§ What you are asked to do:
Set down a faithful copy of every record below, with no images.

§ Data provided:

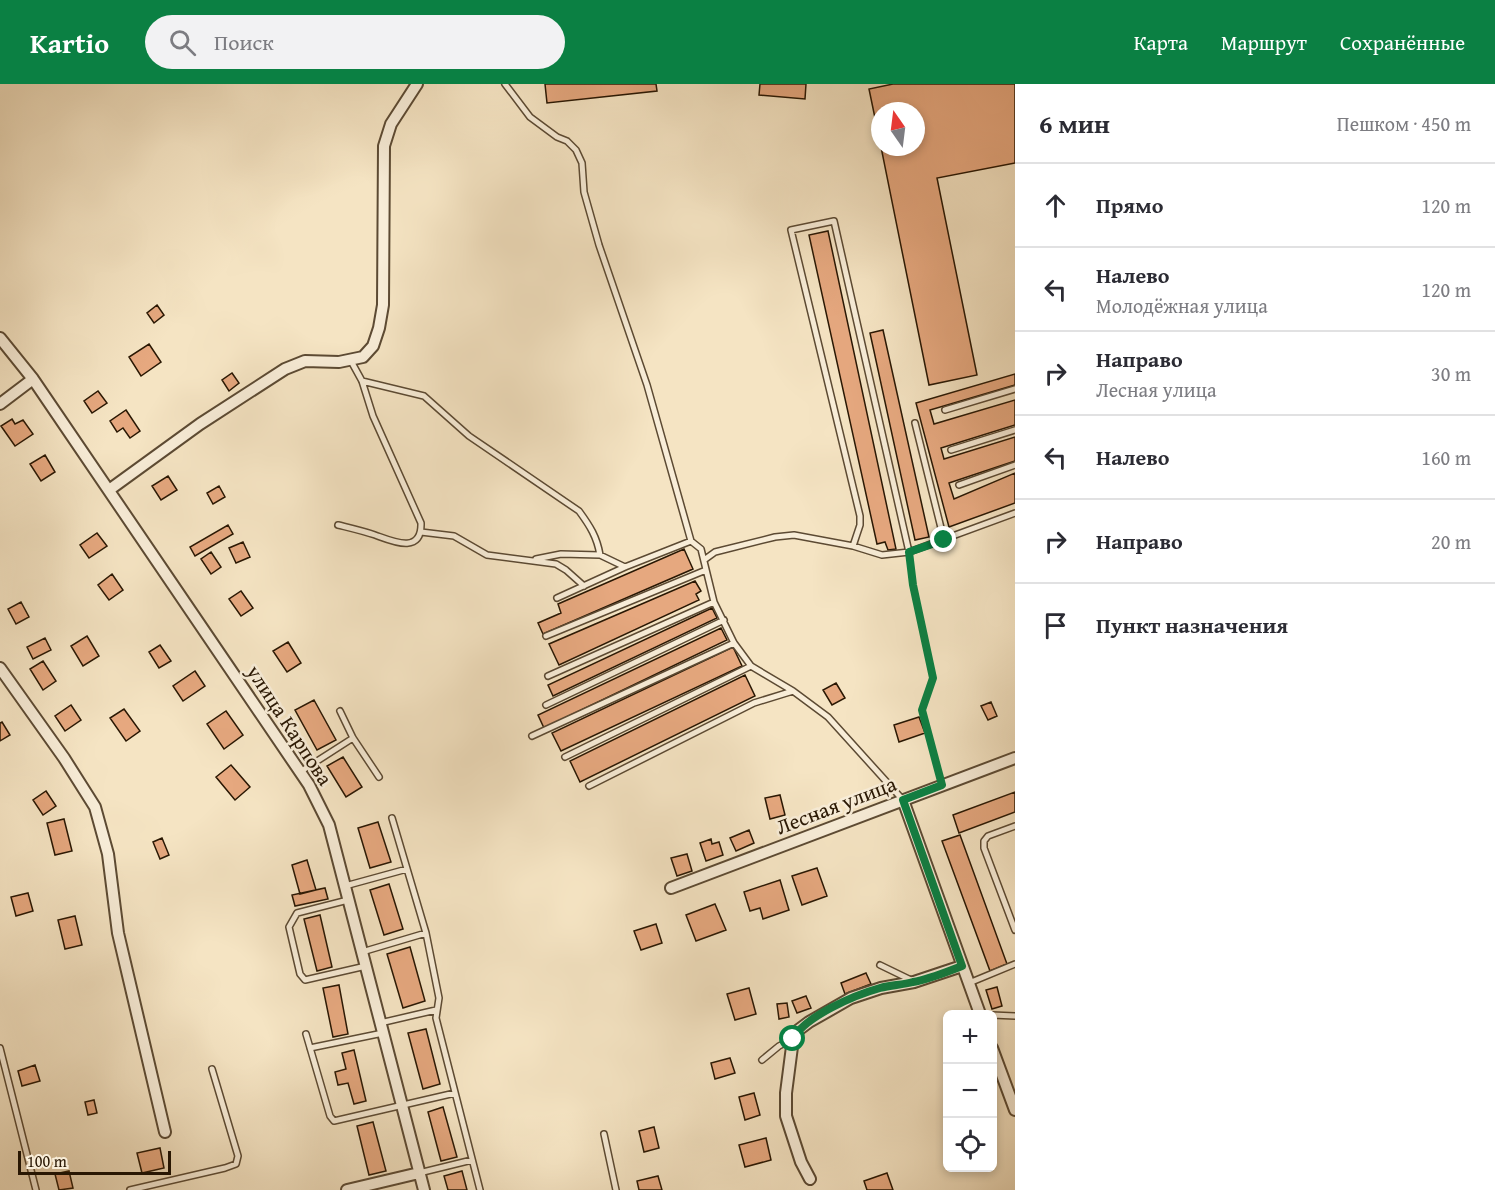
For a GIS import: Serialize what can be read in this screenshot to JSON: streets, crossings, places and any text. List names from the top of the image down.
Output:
{
  "streets": {
    "street": ["улица Карпова", "Лесная улица"]
  },
  "scale_bar": "100 m",
  "north": "top",
  "page": {
    "header": "Kartio",
    "search": "Поиск",
    "nav": ["Карта", "Маршрут", "Сохранённые"],
    "heading": ["6 мин", "Пешком · 450 m"],
    "list": [
      ["Прямо", "120 m"],
      ["Налево", "Молодёжная улица", "120 m"],
      ["Направо", "Лесная улица", "30 m"],
      ["Налево", "160 m"],
      ["Направо", "20 m"],
      "Пункт назначения"
    ],
    "map_buttons": ["+", "−"],
    "scale": "100 m"
  }
}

§ Answer:
For a GIS import: Serialize what can be read in this screenshot to JSON: streets, crossings, places and any text. List names from the top of the image down.
Output:
{
  "streets": {
    "street": ["улица Карпова", "Лесная улица"]
  },
  "scale_bar": "100 m",
  "north": "top",
  "page": {
    "header": "Kartio",
    "search": "Поиск",
    "nav": ["Карта", "Маршрут", "Сохранённые"],
    "heading": ["6 мин", "Пешком · 450 m"],
    "list": [
      ["Прямо", "120 m"],
      ["Налево", "Молодёжная улица", "120 m"],
      ["Направо", "Лесная улица", "30 m"],
      ["Налево", "160 m"],
      ["Направо", "20 m"],
      "Пункт назначения"
    ],
    "map_buttons": ["+", "−"],
    "scale": "100 m"
  }
}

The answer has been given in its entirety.